Comme tout le monde, peut-être même plus que tout le monde, les infirmiers sont submergés par le quotidien et n’ont pas de temps à consacrer à la formation et au renforcement des compétences.
Comme nous tous, ils en reconnaissent l’absolue nécessité mais comme nous tous, ce n’est jamais l’urgence et encore moins la priorité.
La conséquence, c’est que nous recevons beaucoup de messages chaleureux et encourageants mais peu d’engagements au-delà. J’avoue que je n’avais pas anticipé ce gap.
Entre l’inscription et l’abonnement, nous avions anticipé une difficulté : nous ne sommes pas dans l’air du temps où le modèle pseudo-gratuit est largement majoritaire sur Internet. Même si maintenant, les limites de ce modèle, les débats sur la transparence et l’éthique des Facebook, Google et autre GAFA font l’objet de controverses largement débattues, le modèle par abonnement que nous prônons reste minoritaire.

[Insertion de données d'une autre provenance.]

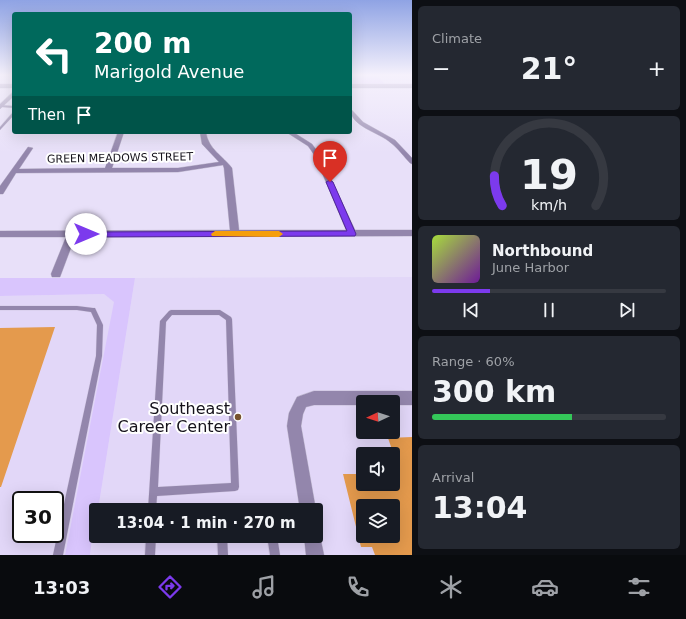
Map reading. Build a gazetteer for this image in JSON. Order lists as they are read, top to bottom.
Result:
{
  "streets": {
    "street": ["GREEN MEADOWS STREET"]
  },
  "places": ["Southeast Career Center"],
  "north": "left",
  "page": {
    "tile": [
      "Climate",
      ["Range · 60%", "300 km"],
      ["Arrival", "13:04"]
    ],
    "turn": ["200 m", "Marigold Avenue"],
    "heat": ["−", "21°", "+"],
    "then": "Then",
    "song": ["Northbound", "June Harbor"],
    "limit": "30",
    "trip": "13:04 · 1 min · 270 m",
    "tabs": "13:03",
    "gauge": ["19", "km/h"]
  }
}
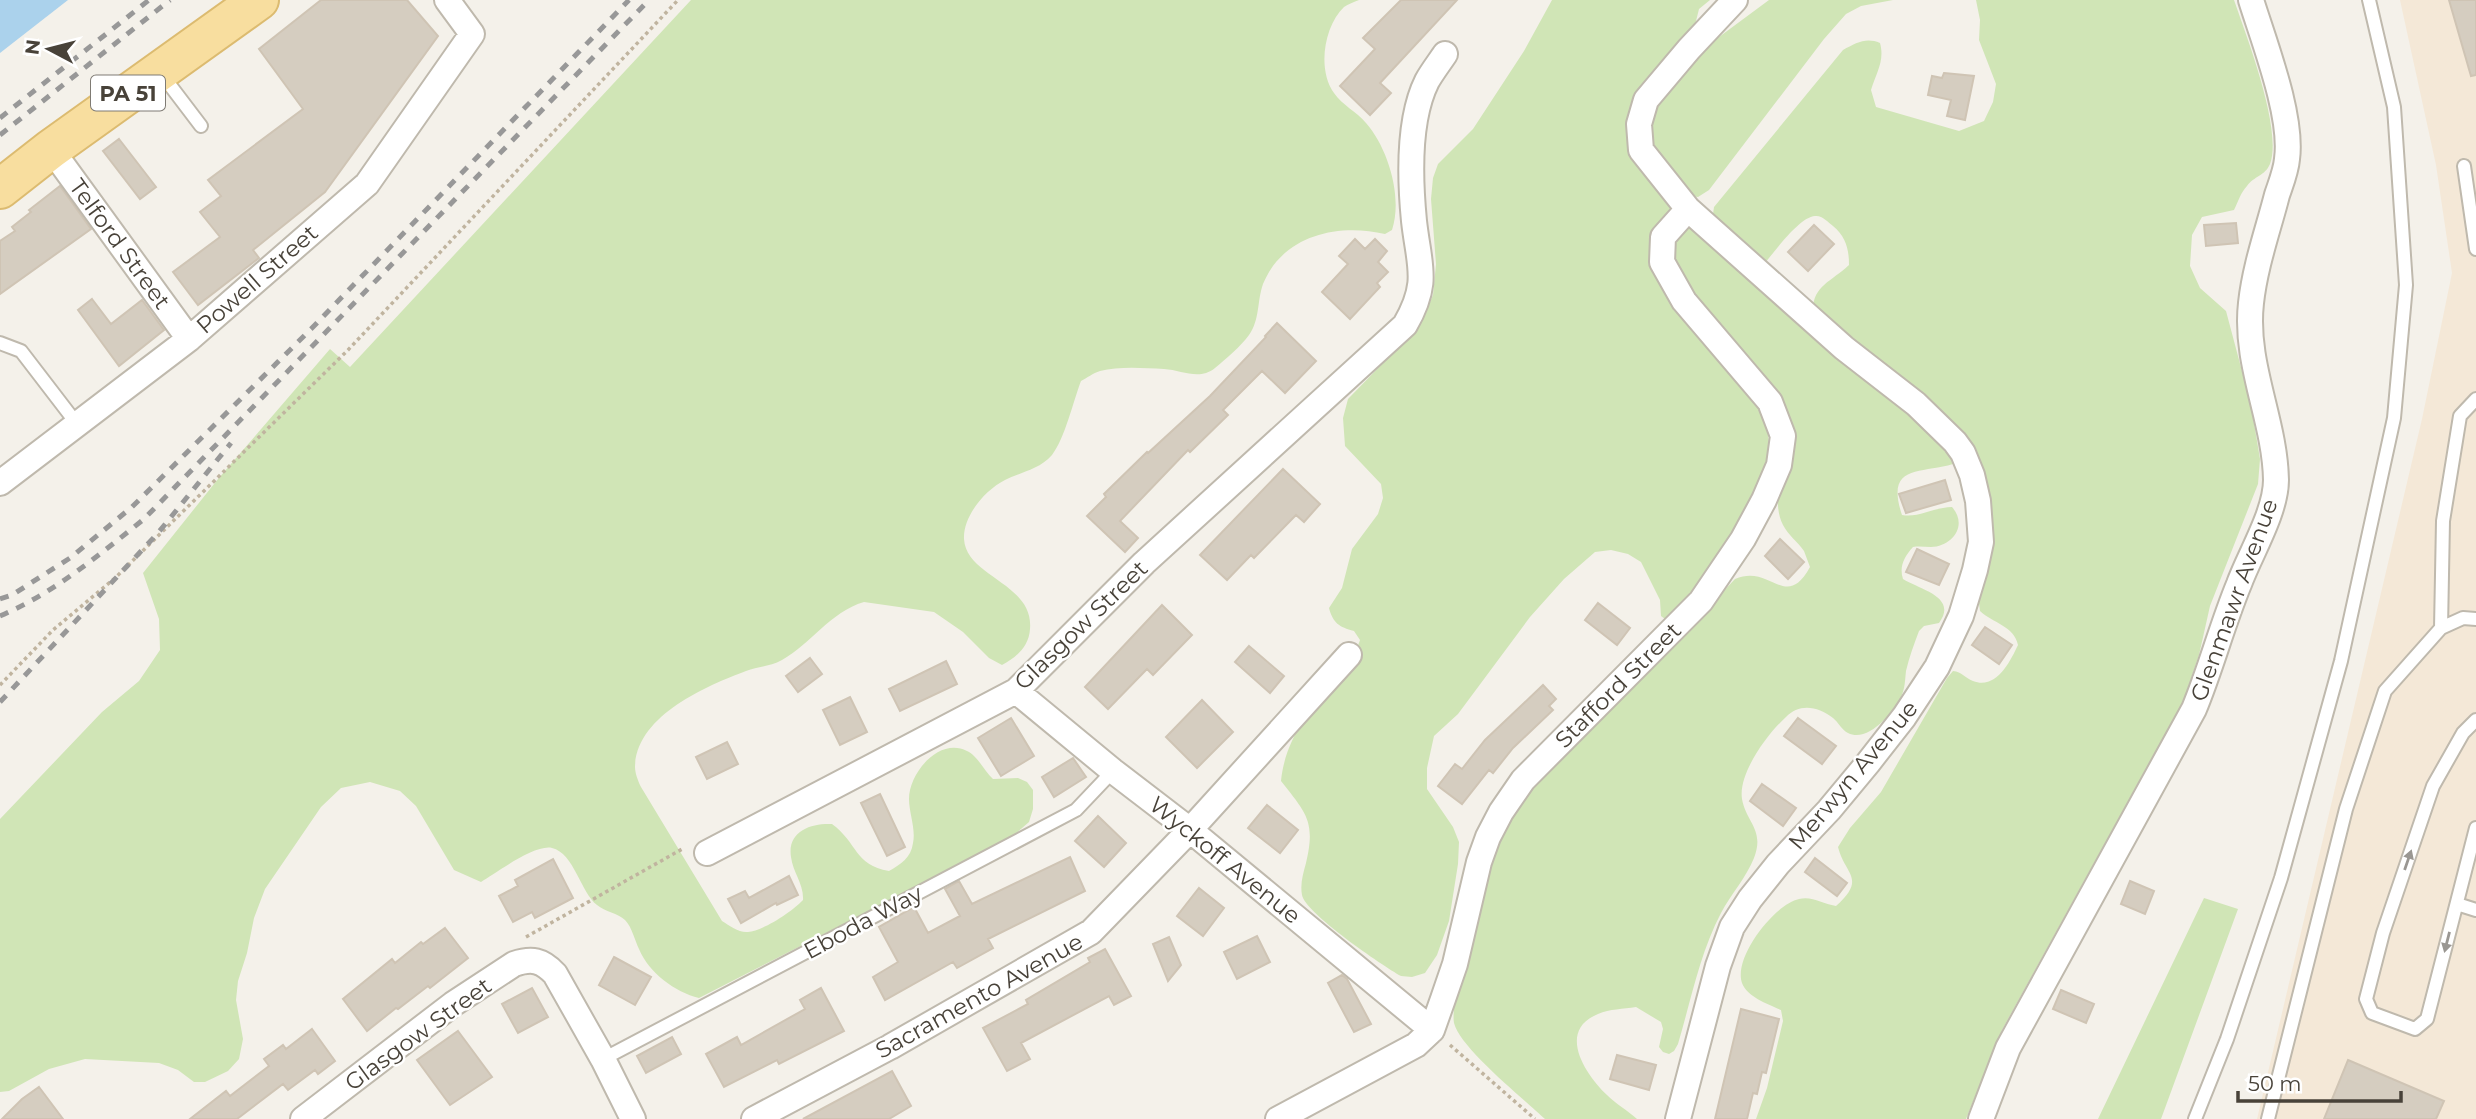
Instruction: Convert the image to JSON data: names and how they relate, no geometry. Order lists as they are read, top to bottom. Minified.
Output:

Nous restons convaincus que ce modèle offre la garantie de l’indépendance de l’application et du sérieux professionnel des contributions.
Mais pour en revenir à l’engagement des infirmiers, je file souvent la métaphore suivante: c’est comme si je vendais un super tournevis, plat, cruciforme, torx… Mon interlocuteur me regarde poliment, me dit que c’est une super invention et que le jour où il aura une bibliothèque à monter, il pensera à mon tournevis. Mais six mois plus tard, quand il monte sa bibliothèque il m’a oublié, moi et mon tournevis.

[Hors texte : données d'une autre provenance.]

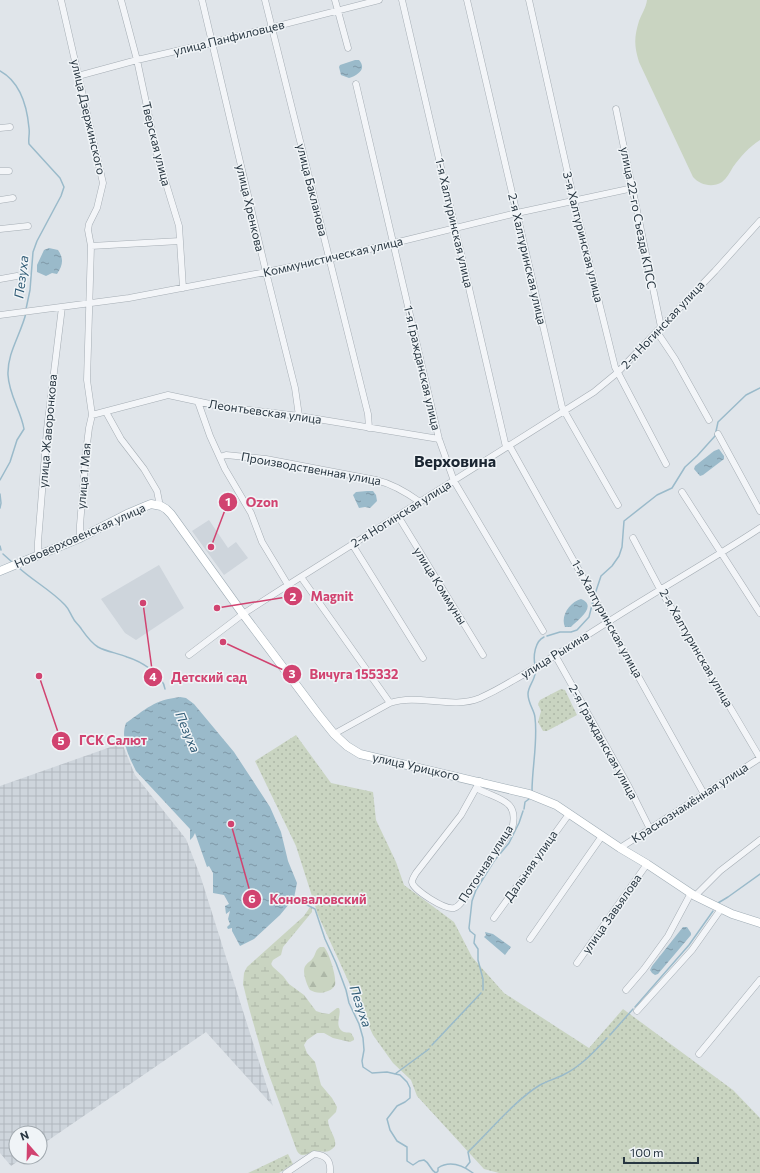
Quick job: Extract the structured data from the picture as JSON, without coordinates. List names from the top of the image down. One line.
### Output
{"streets":{"main road":["Нововерховенская улица","улица Урицкого"],"street":["улица Панфиловцев","улица Дзержинского","Тверская улица","улица Бакланова","улица Хренкова","улица 22-го Съезда КПСС","1-я Халтуринская улица","3-я Халтуринская улица","Коммунистическая улица","2-я Халтуринская улица","2-я Ногинская улица","1-я Гражданская улица","Леонтьевская улица","улица Жаворонкова","Производственная улица","улица 1 Мая","улица Коммуны","улица Рыкина","2-я Гражданская улица","Краснознамённая улица","Поточная улица","Дальняя улица","улица Завьялова"]},"crossings":[["улица Панфиловцев","улица Дзержинского"],["улица Панфиловцев","Тверская улица"],["улица Панфиловцев","улица Бакланова"],["улица Панфиловцев","улица Хренкова"],["улица Дзержинского","Коммунистическая улица"],["улица Дзержинского","улица 1 Мая"],["Тверская улица","Коммунистическая улица"],["улица Бакланова","Коммунистическая улица"],["улица Бакланова","Леонтьевская улица"],["улица Хренкова","Коммунистическая улица"],["улица Хренкова","Леонтьевская улица"],["улица 22-го Съезда КПСС","Коммунистическая улица"],["улица 22-го Съезда КПСС","2-я Ногинская улица"],["1-я Халтуринская улица","Коммунистическая улица"],["1-я Халтуринская улица","2-я Ногинская улица"],["1-я Халтуринская улица","улица Рыкина"],["1-я Халтуринская улица","Краснознамённая улица"],["3-я Халтуринская улица","Коммунистическая улица"],["3-я Халтуринская улица","2-я Ногинская улица"],["Коммунистическая улица","2-я Халтуринская улица"],["Коммунистическая улица","1-я Гражданская улица"],["Коммунистическая улица","улица Жаворонкова"],["Коммунистическая улица","улица 1 Мая"],["2-я Халтуринская улица","2-я Ногинская улица"],["2-я Халтуринская улица","улица Рыкина"],["2-я Халтуринская улица","Краснознамённая улица"],["2-я Ногинская улица","1-я Гражданская улица"],["2-я Ногинская улица","Производственная улица"],["2-я Ногинская улица","улица Коммуны"],["2-я Ногинская улица","улица Урицкого"],["1-я Гражданская улица","Леонтьевская улица"],["Леонтьевская улица","улица 1 Мая"],["улица Жаворонкова","Нововерховенская улица"],["улица 1 Мая","Нововерховенская улица"],["Нововерховенская улица","улица Урицкого"],["улица Рыкина","2-я Гражданская улица"],["улица Рыкина","улица Урицкого"],["2-я Гражданская улица","Краснознамённая улица"],["улица Урицкого","Краснознамённая улица"],["улица Урицкого","Поточная улица"],["улица Урицкого","Дальняя улица"],["улица Урицкого","улица Завьялова"]],"districts":["Верховина"],"water":["Пезуха"],"places":["Ozon","Детский сад","Magnit","Вичуга 155332","ГСК Салют","Коноваловский"],"scale_bar":"100 m","north":"top"}
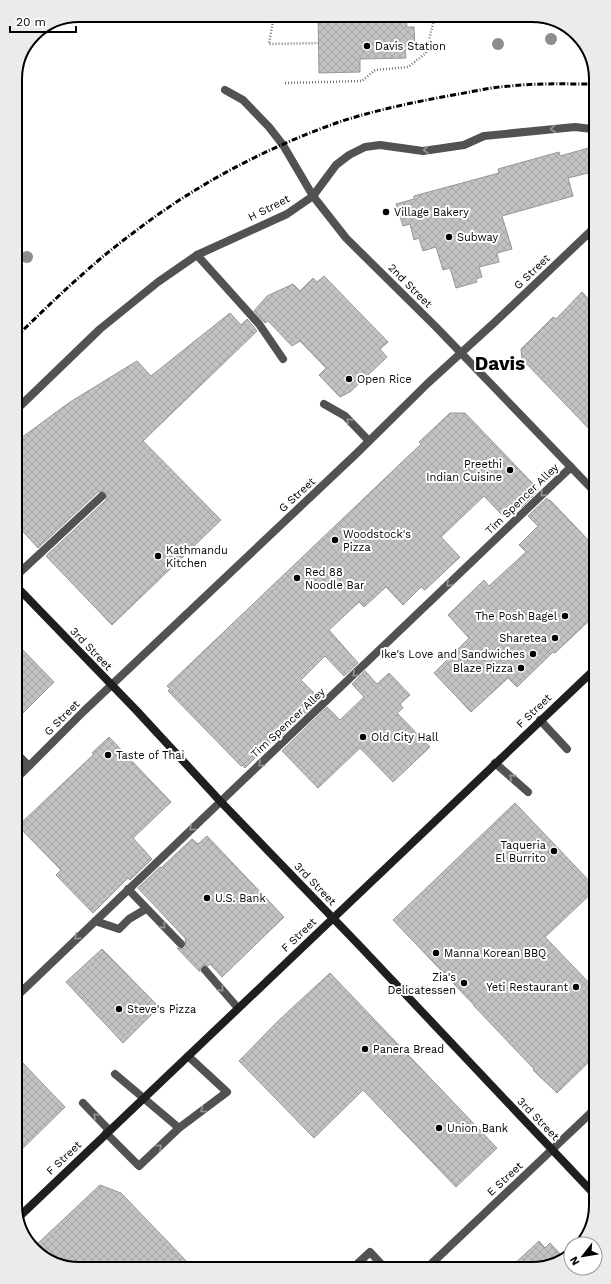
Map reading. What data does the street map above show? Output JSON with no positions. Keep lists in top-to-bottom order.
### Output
{
  "streets": {
    "street": [
      "H Street",
      "G Street",
      "2nd Street",
      "Tim Spencer Alley",
      "3rd Street",
      "F Street",
      "E Street"
    ]
  },
  "crossings": [
    ["H Street", "2nd Street"],
    ["G Street", "2nd Street"],
    ["G Street", "3rd Street"],
    ["2nd Street", "Tim Spencer Alley"],
    ["Tim Spencer Alley", "3rd Street"],
    ["3rd Street", "F Street"],
    ["3rd Street", "E Street"]
  ],
  "one_way": ["H Street", "Tim Spencer Alley"],
  "districts": ["Davis"],
  "places": [
    "Davis Station",
    "Village Bakery",
    "Subway",
    "Open Rice",
    "Preethi Indian Cuisine",
    "Woodstock's Pizza",
    "Kathmandu Kitchen",
    "Red 88 Noodle Bar",
    "The Posh Bagel",
    "Sharetea",
    "Ike's Love and Sandwiches",
    "Blaze Pizza",
    "Old City Hall",
    "Taste of Thai",
    "Taqueria El Burrito",
    "U.S. Bank",
    "Manna Korean BBQ",
    "Zia's Delicatessen",
    "Yeti Restaurant",
    "Steve's Pizza",
    "Panera Bread",
    "Union Bank"
  ],
  "scale_bar": "20 m",
  "north": "bottom left"
}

Je pense que c’est pareil avec Tuttis. D’où l’idée sur laquelle nous travaillons en ce moment :
asseoir la stratégie de déploiement de la plateforme sur des projets de développement des compétences avec Tuttis positionné comme support réflexif de ces projets.
Il peut s’agir par exemple:
- de diverses formations
- d’un projet de transfert de compétences entre infirmiers hospitaliers et infirmiers libéraux avec l’URPS
- d’un soutien réflexif aux partages d’expérience avec des réseaux de soutien ou de coordination des soins
…
L’important est que l’on embarque l’usager de la plateforme Tuttis dans le cadre d’un projet auquel il participe et dans lequel il est déjà engagé.
Nous pensons que cela a pour première vertu de proposer une approche réflexive en sus du projet et d’ancrer ainsi plus facilement ce projet dans la réalité.
Quoi de plus efficace pour engager les acteurs d’un projet que de leur proposer de partager des expériences en lien avec la thématique du projet et d’échanger sur ces situations ?
Nous pouvons déjà constater un intérêt de différents organismes de formation pour cette approche qui leur permet de disposer d’un support réflexif dédié à l’analyse de pratique.